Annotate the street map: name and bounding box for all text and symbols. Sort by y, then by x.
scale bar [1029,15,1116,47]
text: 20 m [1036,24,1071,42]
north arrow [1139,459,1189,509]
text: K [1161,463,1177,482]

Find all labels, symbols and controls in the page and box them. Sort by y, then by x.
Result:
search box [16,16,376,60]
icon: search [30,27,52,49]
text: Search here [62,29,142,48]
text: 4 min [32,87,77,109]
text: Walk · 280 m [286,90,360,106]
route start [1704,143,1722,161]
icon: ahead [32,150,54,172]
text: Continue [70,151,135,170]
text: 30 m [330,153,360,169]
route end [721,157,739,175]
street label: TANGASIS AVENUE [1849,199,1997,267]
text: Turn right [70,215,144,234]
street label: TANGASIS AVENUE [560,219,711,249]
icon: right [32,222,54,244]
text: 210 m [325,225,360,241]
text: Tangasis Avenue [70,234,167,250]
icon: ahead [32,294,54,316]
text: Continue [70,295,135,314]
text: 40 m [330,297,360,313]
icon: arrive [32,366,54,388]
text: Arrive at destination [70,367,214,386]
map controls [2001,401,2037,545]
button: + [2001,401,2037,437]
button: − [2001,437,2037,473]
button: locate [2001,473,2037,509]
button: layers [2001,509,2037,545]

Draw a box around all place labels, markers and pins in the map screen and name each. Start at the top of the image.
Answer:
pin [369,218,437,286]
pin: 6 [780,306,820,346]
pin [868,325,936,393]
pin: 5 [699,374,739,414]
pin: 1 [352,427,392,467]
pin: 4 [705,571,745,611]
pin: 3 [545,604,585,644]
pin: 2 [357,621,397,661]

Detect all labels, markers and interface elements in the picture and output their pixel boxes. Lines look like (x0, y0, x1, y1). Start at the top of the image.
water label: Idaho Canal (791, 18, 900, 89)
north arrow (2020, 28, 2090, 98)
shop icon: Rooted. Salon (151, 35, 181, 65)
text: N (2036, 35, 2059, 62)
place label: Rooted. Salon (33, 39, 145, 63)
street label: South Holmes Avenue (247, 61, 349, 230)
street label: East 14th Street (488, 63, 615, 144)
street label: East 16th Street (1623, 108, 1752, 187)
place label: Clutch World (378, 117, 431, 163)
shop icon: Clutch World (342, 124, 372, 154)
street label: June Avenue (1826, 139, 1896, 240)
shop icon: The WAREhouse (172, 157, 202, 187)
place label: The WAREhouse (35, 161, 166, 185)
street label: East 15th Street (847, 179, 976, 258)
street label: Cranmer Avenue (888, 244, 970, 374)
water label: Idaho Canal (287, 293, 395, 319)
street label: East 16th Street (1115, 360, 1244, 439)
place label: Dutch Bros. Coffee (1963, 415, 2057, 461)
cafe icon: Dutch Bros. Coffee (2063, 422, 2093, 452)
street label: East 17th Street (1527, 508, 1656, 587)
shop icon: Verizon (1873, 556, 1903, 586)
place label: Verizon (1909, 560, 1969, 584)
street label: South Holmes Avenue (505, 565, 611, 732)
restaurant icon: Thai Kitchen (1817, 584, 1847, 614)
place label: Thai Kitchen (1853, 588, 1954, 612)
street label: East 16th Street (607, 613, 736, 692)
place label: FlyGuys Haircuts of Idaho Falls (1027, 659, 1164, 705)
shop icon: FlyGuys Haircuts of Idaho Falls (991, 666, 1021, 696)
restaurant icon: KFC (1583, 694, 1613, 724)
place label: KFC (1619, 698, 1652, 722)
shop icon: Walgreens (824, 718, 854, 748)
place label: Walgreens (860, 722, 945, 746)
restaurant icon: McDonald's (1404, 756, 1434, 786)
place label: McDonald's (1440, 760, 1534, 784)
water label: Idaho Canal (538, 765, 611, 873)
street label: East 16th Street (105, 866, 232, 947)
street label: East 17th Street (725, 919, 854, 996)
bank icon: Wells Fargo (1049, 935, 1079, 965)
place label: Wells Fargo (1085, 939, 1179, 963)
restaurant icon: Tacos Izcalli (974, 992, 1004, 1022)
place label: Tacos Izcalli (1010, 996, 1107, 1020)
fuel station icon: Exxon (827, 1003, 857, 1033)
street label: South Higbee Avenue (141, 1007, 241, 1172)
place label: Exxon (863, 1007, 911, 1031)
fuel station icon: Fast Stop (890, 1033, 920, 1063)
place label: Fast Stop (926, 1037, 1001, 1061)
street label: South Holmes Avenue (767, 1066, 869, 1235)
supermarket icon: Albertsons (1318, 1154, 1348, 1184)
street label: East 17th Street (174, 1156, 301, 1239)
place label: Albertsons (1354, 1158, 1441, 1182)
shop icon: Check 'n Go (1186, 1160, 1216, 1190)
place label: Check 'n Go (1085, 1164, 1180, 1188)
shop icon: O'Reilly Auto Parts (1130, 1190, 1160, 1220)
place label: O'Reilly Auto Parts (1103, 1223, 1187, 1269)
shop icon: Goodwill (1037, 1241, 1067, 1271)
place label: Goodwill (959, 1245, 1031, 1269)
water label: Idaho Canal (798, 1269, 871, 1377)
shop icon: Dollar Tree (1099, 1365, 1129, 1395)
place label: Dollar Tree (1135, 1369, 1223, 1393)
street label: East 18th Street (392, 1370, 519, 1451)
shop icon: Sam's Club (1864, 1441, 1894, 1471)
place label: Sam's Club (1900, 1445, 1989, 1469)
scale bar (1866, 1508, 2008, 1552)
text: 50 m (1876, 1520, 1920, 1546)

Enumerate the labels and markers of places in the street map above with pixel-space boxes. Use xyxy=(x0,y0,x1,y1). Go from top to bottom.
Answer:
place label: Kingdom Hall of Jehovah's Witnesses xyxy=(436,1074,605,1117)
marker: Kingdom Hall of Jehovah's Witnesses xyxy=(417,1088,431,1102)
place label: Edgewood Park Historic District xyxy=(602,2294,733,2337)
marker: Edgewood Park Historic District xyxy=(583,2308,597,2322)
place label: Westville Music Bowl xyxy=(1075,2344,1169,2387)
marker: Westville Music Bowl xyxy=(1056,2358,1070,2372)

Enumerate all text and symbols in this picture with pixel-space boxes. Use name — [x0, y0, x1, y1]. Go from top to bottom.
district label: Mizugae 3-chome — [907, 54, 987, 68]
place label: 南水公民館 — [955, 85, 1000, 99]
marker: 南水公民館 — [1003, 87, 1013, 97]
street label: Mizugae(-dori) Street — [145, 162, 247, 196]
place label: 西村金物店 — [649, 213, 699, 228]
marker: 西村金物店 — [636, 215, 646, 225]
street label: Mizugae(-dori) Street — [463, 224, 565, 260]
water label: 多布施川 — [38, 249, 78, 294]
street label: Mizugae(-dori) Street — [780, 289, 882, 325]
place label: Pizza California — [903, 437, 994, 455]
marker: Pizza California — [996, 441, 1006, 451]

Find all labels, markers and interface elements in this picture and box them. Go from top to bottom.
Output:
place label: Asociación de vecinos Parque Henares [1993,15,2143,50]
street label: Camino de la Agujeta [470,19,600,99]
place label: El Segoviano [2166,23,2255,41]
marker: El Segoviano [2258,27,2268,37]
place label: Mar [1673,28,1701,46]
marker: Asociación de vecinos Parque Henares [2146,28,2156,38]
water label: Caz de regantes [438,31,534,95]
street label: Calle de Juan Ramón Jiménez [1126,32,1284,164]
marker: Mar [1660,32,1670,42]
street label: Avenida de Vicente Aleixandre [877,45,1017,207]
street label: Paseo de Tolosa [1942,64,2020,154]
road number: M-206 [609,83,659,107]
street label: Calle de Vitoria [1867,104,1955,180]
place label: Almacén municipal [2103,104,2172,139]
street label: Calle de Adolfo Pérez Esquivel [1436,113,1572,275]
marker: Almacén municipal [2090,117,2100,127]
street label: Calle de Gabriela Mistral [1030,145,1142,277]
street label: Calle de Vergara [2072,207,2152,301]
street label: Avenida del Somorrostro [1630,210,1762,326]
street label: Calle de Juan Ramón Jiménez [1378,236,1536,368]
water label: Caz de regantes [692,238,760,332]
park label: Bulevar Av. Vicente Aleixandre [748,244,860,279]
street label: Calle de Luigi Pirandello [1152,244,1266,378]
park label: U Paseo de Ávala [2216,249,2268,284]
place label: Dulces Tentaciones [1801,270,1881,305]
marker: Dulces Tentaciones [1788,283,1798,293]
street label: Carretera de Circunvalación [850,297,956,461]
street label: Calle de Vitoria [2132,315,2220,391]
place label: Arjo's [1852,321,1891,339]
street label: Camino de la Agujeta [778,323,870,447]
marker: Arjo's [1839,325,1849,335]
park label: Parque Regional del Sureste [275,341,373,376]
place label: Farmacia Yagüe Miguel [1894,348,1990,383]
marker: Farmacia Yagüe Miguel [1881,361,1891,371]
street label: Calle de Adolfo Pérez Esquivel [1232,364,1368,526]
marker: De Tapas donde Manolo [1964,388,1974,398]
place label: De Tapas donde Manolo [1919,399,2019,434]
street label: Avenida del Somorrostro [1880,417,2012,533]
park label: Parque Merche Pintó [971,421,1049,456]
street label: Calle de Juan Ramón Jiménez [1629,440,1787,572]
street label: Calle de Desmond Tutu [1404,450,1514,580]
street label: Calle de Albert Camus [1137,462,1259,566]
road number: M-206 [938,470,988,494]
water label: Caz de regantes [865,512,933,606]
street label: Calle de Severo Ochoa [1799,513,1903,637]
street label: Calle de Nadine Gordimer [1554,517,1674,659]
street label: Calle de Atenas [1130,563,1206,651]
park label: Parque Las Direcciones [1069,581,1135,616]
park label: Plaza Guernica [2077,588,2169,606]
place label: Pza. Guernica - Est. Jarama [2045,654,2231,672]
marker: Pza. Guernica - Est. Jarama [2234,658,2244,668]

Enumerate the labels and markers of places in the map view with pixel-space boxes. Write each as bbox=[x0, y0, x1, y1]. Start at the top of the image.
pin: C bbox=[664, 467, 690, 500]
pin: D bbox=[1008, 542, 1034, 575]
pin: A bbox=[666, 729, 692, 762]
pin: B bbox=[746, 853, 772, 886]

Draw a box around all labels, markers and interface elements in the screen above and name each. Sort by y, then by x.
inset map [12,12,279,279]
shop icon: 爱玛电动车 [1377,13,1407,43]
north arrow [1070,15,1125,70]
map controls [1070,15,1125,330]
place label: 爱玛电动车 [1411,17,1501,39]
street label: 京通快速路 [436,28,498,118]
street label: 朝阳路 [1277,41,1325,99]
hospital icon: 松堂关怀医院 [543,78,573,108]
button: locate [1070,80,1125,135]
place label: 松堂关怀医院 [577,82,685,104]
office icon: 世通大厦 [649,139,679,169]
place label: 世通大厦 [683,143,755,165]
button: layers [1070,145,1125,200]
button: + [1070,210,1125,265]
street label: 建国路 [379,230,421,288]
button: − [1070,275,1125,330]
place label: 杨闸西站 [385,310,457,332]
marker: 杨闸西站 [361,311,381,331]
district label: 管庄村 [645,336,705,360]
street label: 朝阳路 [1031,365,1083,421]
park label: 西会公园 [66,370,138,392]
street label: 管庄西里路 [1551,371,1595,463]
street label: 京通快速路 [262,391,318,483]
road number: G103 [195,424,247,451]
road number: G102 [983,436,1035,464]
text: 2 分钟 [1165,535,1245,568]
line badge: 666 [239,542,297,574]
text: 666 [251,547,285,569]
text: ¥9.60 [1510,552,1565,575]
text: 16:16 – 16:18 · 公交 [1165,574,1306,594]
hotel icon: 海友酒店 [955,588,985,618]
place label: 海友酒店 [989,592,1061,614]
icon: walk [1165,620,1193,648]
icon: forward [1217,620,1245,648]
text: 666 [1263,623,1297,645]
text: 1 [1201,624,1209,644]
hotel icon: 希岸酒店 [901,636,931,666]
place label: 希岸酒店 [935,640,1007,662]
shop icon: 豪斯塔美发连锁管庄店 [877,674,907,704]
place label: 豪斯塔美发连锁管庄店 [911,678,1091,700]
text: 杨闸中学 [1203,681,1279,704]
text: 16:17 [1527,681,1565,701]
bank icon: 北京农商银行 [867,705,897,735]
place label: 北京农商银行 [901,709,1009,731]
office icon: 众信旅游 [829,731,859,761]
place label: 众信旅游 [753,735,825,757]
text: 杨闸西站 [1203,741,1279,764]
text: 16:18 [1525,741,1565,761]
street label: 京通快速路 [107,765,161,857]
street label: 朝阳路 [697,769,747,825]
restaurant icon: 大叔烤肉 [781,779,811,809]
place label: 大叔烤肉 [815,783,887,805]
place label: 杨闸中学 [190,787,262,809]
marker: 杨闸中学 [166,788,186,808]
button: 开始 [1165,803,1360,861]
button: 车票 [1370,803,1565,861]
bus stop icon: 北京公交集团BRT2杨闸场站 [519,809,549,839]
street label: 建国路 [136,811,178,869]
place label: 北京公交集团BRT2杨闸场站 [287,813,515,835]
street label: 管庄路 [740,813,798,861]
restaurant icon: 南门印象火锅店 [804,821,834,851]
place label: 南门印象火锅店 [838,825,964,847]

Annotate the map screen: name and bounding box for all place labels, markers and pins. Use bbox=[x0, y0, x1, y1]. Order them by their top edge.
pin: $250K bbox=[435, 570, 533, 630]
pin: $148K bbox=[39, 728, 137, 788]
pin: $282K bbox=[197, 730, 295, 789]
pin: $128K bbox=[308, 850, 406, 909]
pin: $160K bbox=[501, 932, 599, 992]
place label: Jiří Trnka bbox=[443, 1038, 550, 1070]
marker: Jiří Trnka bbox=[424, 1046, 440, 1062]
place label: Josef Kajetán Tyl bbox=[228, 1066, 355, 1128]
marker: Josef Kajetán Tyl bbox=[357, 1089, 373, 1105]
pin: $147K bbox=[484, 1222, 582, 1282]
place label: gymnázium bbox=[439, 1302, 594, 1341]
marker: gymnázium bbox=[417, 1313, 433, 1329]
=-=-=-=-=
Exercise objective: Each line from the one containing "Annotate the map" through the end of the listing above should be copied exactly, with no other line included.

Task output:
Annotate the map screen: name and bounding box for all place labels, markers and pins. Use bbox=[x0, y0, x1, y1]. Order them by their top edge.
pin: $250K bbox=[435, 570, 533, 630]
pin: $148K bbox=[39, 728, 137, 788]
pin: $282K bbox=[197, 730, 295, 789]
pin: $128K bbox=[308, 850, 406, 909]
pin: $160K bbox=[501, 932, 599, 992]
place label: Jiří Trnka bbox=[443, 1038, 550, 1070]
marker: Jiří Trnka bbox=[424, 1046, 440, 1062]
place label: Josef Kajetán Tyl bbox=[228, 1066, 355, 1128]
marker: Josef Kajetán Tyl bbox=[357, 1089, 373, 1105]
pin: $147K bbox=[484, 1222, 582, 1282]
place label: gymnázium bbox=[439, 1302, 594, 1341]
marker: gymnázium bbox=[417, 1313, 433, 1329]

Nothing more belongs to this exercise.